Em “O afogado mais bonito do mundo”, conto de Gabriel García Marquez (1968), surge um volume escuro e silencioso através do mar. Um afogado encontrado pelas crianças que brincavam na praia. Chegara com marcas – do tempo, do oceano, efeitos do sal na pele; restos das profundezas por onde vagou. Sem nome. Espalhou-se a notícia no povoado e todos vieram para ver com os próprios olhos quem era esse morto muito estranho.
A cena desenrolou-se de forma natural e curiosa: juntaram-se as mulheres do povoado e começaram a cuidar do afogado. Em círculo, em torno do morto, começaram, enquanto costuravam-lhe roupas novas, a falar. Pensavam e falavam sobre a vida – a própria e a do afogado – que, naquele instante, misturavam-se, fazendo-se uma. Entre um enfiar de agulha e outro, bordavam, também, palavras. O morto começou a ganhar uma história, deram-lhe um lugar. Ali, diante do afogado, foram os moradores elaborando suas próprias experiências, em segredo, reavivando-as.

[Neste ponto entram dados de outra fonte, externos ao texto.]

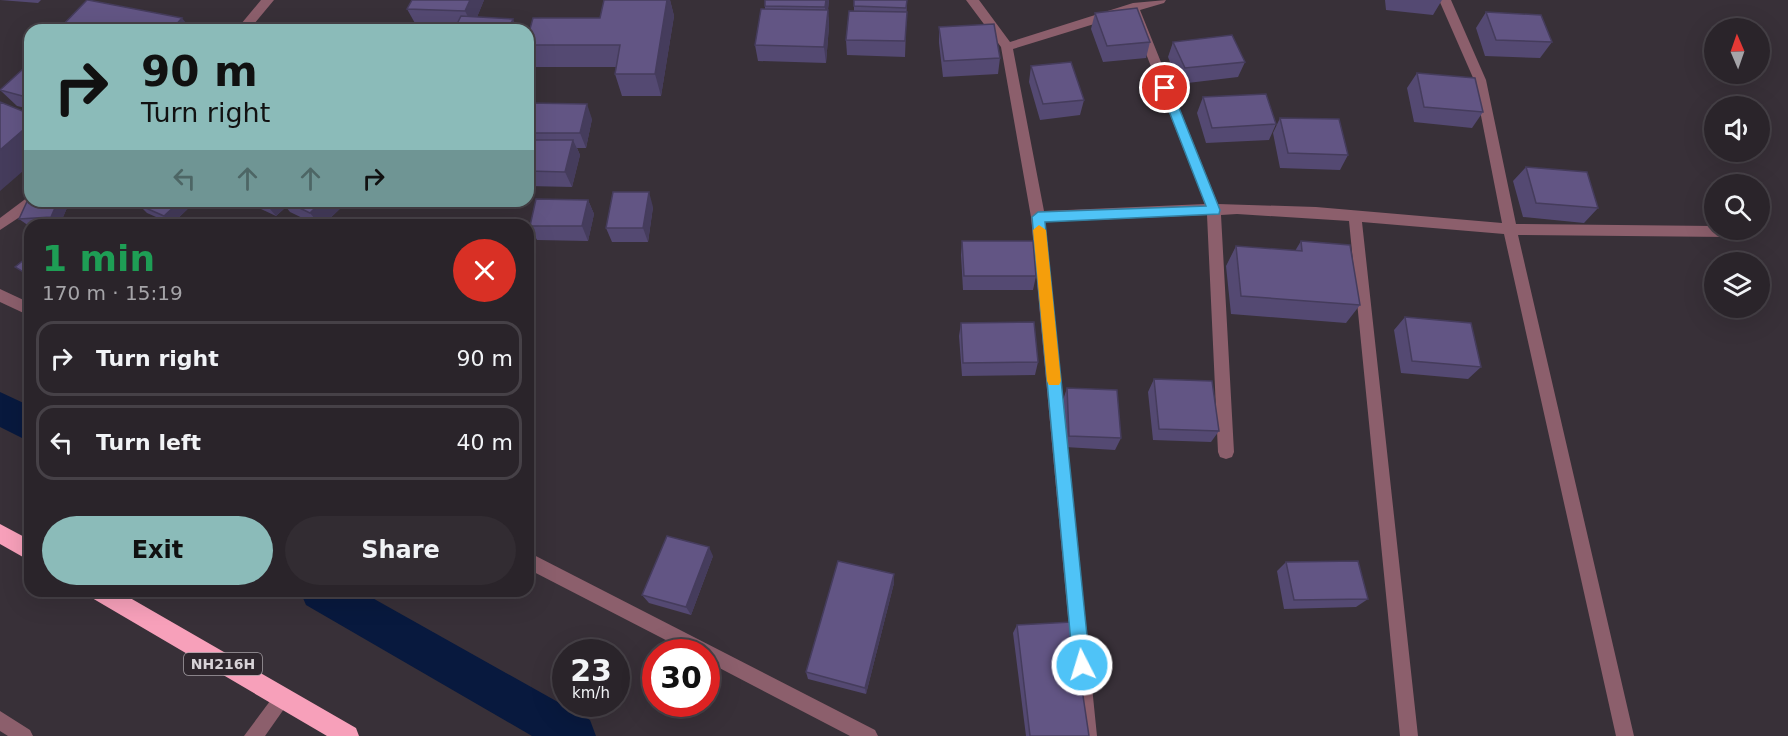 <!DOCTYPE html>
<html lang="en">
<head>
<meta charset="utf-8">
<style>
  body { margin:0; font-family:"DejaVu Sans",sans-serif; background:#322c32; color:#f1f3f6; height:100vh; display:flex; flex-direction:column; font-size:22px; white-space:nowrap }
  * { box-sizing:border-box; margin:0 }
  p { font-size:20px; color:#a5a4a8 }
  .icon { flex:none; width:33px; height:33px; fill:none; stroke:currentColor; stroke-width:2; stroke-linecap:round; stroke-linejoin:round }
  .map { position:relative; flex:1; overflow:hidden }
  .sheet { position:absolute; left:24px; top:219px; width:510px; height:378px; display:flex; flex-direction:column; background:#2a242a; border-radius:18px; box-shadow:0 6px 24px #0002,0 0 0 2px #464147 }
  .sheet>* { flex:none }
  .hud { position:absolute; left:24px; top:24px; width:510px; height:183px; border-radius:18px; box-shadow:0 6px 24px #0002,0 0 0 2px #464147; background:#8bbbb9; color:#111; overflow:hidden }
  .needle { width:39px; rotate:358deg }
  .tools { position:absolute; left:1704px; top:18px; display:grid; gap:12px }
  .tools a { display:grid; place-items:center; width:66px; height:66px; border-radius:50%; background:#2a242a; box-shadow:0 6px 24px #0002,0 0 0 2px #464147; font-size:30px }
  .speed { position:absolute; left:552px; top:639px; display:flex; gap:12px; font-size:30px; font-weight:700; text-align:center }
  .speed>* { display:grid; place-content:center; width:78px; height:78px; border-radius:50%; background:#2a242a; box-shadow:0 6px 24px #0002,0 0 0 2px #464147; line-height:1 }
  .speed small { font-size:15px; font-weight:400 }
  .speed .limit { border:9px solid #d22; background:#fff; color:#111 }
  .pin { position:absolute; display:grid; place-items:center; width:51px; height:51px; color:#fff; margin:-26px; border:3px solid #fff; border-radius:50%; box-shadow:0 2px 6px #0007 }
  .me { position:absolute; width:66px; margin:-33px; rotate:355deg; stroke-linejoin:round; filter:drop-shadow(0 0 4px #0008) }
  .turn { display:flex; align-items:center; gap:21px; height:126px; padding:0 18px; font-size:27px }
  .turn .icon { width:78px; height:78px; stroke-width:2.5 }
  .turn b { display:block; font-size:42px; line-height:51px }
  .lanes { display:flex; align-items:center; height:57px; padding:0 18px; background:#0003; justify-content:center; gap:30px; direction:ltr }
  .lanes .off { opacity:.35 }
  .round { display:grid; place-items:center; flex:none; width:63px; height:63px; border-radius:32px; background:#322c32 }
  .headline { display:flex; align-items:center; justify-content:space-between; height:102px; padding:0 18px }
  h1 { font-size:36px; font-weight:600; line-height:45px; color:#1e9e55 }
  .cta { display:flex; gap:12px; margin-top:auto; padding:12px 18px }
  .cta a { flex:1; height:69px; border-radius:36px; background:#8bbbb9; color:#111; font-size:24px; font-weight:600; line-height:69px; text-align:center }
  .cta a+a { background:#322c32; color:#f1f3f6 }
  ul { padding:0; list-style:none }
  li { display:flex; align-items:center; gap:18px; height:75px; margin:0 12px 9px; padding:0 6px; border:3px solid #464147; border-radius:18px }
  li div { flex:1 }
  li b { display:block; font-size:22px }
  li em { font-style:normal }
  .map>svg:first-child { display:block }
</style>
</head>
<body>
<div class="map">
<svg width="1788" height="736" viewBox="0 0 1788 736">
  <rect width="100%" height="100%" fill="#383038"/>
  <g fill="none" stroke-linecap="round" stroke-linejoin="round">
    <path fill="#08193e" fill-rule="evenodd" d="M0,392L30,406V442L0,427Z
      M300,591H360L590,720L596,736H532L306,605Z"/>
    <path fill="#8c5f6c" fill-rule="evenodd" d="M261,0H274L249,30H236Z
      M966,0H979L1010,42L1133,3L1166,0L1164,3L1140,10L1218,204L1316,207L1502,223L1474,80L1439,0H1451L1486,80L1516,224L1714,226V230H1733L1732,236L1727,237L1518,235L1634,736H1616L1504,234L1362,222L1418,736H1400L1349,221L1237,214L1221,215L1234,452L1232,457L1226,459L1220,457L1218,452L1207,215L1045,222L1097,736H1079L1031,217L1001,47ZM1130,13L1205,204L1044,211L1013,49Z
      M28,197H30V201H40L38,205L0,230V218Z
      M0,289L30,303V316L0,302Z
      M528,552L875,730L878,736H850L706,661V652H689L528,569Z
      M282,690L288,693L291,699L265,736H244L276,693Z
      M0,711L30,730L33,736H8L0,731Z"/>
    <path fill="#f7a0ba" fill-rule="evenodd" d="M0,524L30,540V561L0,544Z
      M89,591H118L356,728L359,736H327L92,598Z"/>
  </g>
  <path fill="#544972" d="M0,0H41L38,3Z
    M412,0H484L477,17L456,27L416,25L407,9Z
    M604,0H670L674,16L661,96H622L615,74L616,67H535L528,51V36L600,18Z
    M829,0L828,10L829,26L826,63L758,61L755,45L765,9V6Z
    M854,0H907L905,57L847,55L846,40L854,11Z
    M1385,0H1442L1433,15L1386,10Z
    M1486,12L1552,42L1540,58L1485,56L1476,28Z
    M1095,13L1150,42L1146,58L1103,62L1091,29Z
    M939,27L1000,58L998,74L943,77L939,43Z
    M1173,42L1245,62L1238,77L1179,84L1168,57Z
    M1031,66L1084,100L1080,115L1040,120L1029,82Z
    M30,70V109L17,106L0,90Z
    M1417,73L1483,112L1472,128L1414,122L1407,88Z
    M1203,97L1276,124L1269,140L1206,143L1197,113Z
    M528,103L592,119L586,148H577L580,155L572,187L528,186Z
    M1280,118L1348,155L1340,170L1280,168L1273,133Z
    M1526,167L1598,208L1584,223L1523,217L1513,181Z
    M588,200L594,214L588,241L537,240L530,226Z
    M30,201H70L60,224L30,225V226H29L19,219Z
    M196,201L172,224L147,213L139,205Z
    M244,201H346L347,202L323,225H317L290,212L286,207L276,216Z
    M653,207L648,242H612L606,228Z
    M962,241L1036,276L1033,290H963L961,255Z
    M1301,241L1360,305L1346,323L1231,314L1226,266L1236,246L1295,251Z
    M1405,317L1481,367L1468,379L1401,373L1394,330Z
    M961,323L1038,362L1035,375L962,376L959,336Z
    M1154,379L1219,431L1211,442L1153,440L1148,392Z
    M1067,388L1121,438L1115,450L1065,447L1063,400Z
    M713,556L691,615L649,603L642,595Z
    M1286,562L1368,599L1356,607L1284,609L1277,571Z
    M894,583L866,694L808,679L806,672Z
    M1017,625L1089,736H1026L1013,633Z"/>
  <path fill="#453c5c" d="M470,0H484L473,27L465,11Z
    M667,0H670L674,16L661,96L655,74Z
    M826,0H829L826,23L825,7Z
    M828,10L829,26L826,63L824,47Z
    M182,18L192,30H171Z
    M513,19L518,30H508Z
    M587,104L592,119L586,148L580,133Z
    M30,124V165L0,191V150Z
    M573,140L580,155L572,187L565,172Z
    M649,192L653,207L648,242L643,228Z
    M588,200L594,214L588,241L582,226Z
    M58,201H70L60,224L51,217Z
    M180,201H196L172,224L164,216Z
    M265,201H280L286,207L276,216L264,202Z
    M322,201H346L347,202L323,225H320L310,213Z
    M709,547L713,556L691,615L686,607Z
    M894,574V583L866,694L865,688Z"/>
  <path fill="#625584" stroke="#453c5c" stroke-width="1.5" d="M87,0H88L182,18L171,30H58Z
    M412,0H470L465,11L407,9Z
    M604,0H667L655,74H615L620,45H528V36L533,18H600Z
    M765,0H826L825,7L765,6Z
    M854,0H907L906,8L854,6Z
    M1137,8L1150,42L1107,46L1095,13Z
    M761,9L828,10L824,47L755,45Z
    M849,11L907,12L905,41L846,40Z
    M1486,12L1541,15L1552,42L1496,40Z
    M461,16L513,19L508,30H454Z
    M994,24L1000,58L944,61L939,27Z
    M1232,35L1245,62L1185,68L1173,42Z
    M1071,62L1084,100L1043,104L1031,66Z
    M23,69L30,70V98L0,90Z
    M1417,73L1475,78L1483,112L1424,107Z
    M1266,94L1276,124L1212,128L1203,97Z
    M0,102L30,114V124L0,150Z
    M528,103L587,104L580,133H528Z
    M1280,118L1339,119L1348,155L1288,153Z
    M528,140H573L565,172L528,171Z
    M1526,167L1587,172L1598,208L1536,203Z
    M613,192H649L643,228H606Z
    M30,195V201H58L51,217L19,219Z
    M536,199L588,200L582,226H530Z
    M144,201H180L164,216L139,205Z
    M285,201H322L310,213Z
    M74,220L83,225H68Z
    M962,241H1033L1036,276H964Z
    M1301,241L1350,245L1360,305L1241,296L1236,246L1302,251Z
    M30,255V276L15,267Z
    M1405,317L1471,323L1481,367L1412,361Z
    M1034,322L1038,362L963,363L961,323Z
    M1154,379L1212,381L1219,431L1159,429Z
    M1067,388L1117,390L1121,438L1069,436Z
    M667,536L709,547L686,607L642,595Z
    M838,561L894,574L865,688L806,672Z
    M1358,561L1368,599L1294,600L1286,562Z
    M1072,622L1089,736H1030L1017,625Z"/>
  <path fill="#4fc3f7" stroke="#337fa1" stroke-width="1.5" d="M1165,84L1171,88L1220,210L1219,214L1045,222L1090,665L1087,671L1082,673L1076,671L1073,665L1032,217L1038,212L1206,206L1160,88Z"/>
  <path fill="#f59e0b" d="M1039,225L1046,230L1061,381L1059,385H1049L1047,381L1033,230Z"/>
  <g text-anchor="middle" stroke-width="6" stroke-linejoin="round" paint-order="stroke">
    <rect fill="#2e262d" stroke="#a49ea4" stroke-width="1.5" x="184" y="653" width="78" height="22" rx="4.5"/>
    <g font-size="14" font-weight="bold" fill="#d7d2d7">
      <text x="223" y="669">NH216H</text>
    </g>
  </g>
</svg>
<div class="tools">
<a><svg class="needle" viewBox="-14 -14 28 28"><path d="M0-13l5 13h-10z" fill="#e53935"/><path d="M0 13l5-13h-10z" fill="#a5a4a8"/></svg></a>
<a><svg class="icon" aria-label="sound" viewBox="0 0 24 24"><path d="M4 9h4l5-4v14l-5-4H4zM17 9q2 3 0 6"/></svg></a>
<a><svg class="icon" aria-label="search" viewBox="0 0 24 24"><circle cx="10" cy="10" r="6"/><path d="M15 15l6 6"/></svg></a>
<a><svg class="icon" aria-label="layers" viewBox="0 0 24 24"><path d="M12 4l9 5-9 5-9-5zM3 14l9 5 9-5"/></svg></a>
</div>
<div class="speed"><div>23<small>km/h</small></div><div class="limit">30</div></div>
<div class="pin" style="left:1165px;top:88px;background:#d93025"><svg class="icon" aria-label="arrive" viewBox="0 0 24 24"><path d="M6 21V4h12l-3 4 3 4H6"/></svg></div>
<svg class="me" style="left:1082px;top:665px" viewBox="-20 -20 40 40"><circle r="17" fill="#4fc3f7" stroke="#fff" stroke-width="3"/><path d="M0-11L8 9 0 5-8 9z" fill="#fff"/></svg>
<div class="hud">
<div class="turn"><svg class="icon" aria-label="right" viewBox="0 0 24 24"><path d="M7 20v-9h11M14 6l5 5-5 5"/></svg><div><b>90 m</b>Turn right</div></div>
<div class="lanes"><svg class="icon off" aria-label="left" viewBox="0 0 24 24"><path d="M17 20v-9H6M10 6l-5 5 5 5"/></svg><svg class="icon off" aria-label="ahead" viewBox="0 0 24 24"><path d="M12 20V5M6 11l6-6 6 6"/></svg><svg class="icon off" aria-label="ahead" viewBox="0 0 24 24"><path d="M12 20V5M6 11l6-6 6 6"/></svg><svg class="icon" aria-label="right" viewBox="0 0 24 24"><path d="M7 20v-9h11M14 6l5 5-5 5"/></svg></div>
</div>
<section class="sheet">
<div class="headline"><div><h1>1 min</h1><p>170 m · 15:19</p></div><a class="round" style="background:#d93025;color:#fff"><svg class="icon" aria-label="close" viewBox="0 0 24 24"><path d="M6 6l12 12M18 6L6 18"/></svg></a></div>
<ul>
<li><svg class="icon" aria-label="right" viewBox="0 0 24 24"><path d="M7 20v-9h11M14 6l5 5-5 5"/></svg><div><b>Turn right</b></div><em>90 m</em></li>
<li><svg class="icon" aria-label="left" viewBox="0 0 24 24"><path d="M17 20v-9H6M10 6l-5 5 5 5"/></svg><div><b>Turn left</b></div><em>40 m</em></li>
</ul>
<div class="cta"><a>Exit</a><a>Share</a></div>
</section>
</div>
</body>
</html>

Houve choro e soluços; agora, ele tinha um nome – Estevão. Era hora de devolvê-lo ao mar. Não de qualquer forma. Não eram mais os mesmos, após a passagem daquele estranho familiar. Exatamente por terem construído uma história, era dado o momento de libertarem-se do peso daquele corpo.
A psicanálise, a partir de Freud, pôde dar espaço àquilo que de mais singular habitar o humano – o sofrimento. Ofertar um trabalho, pautado pela escuta diferenciada, abre portas àquele que busca por esse tipo de tratamento a entrar em contato com questões verdadeiramente íntimas. Está posta, assim, uma chance de saber desse “estranho sofrimento” que encontra expressão em uma série de fenômenos – depressão, ansiedade, dependência de substâncias psicoativas, tentativas de suicídio, etc.
O encontro com o psicanalista põe em curso um discurso que engendra algo inédito: um saber que está em espera de ser produzido e que depende daquele que busca por tratamento, tendo como esteio as suas próprias palavras. O praticante da psicanálise receberá isso e apontará a direção para que tal encontro – com o desconhecido em si – siga na trilha correta.
Há efeitos radicais quando esse mecanismo começa a operar: a dor, a queixa, a tristeza, a ansiedade, transformam-se em outra coisa; aquele tão estranho sofrimento, ao ganhar nomes e “sobre-nomes”, humaniza-se, aos poucos, perdendo seu sentido – adquirindo outras interpretações.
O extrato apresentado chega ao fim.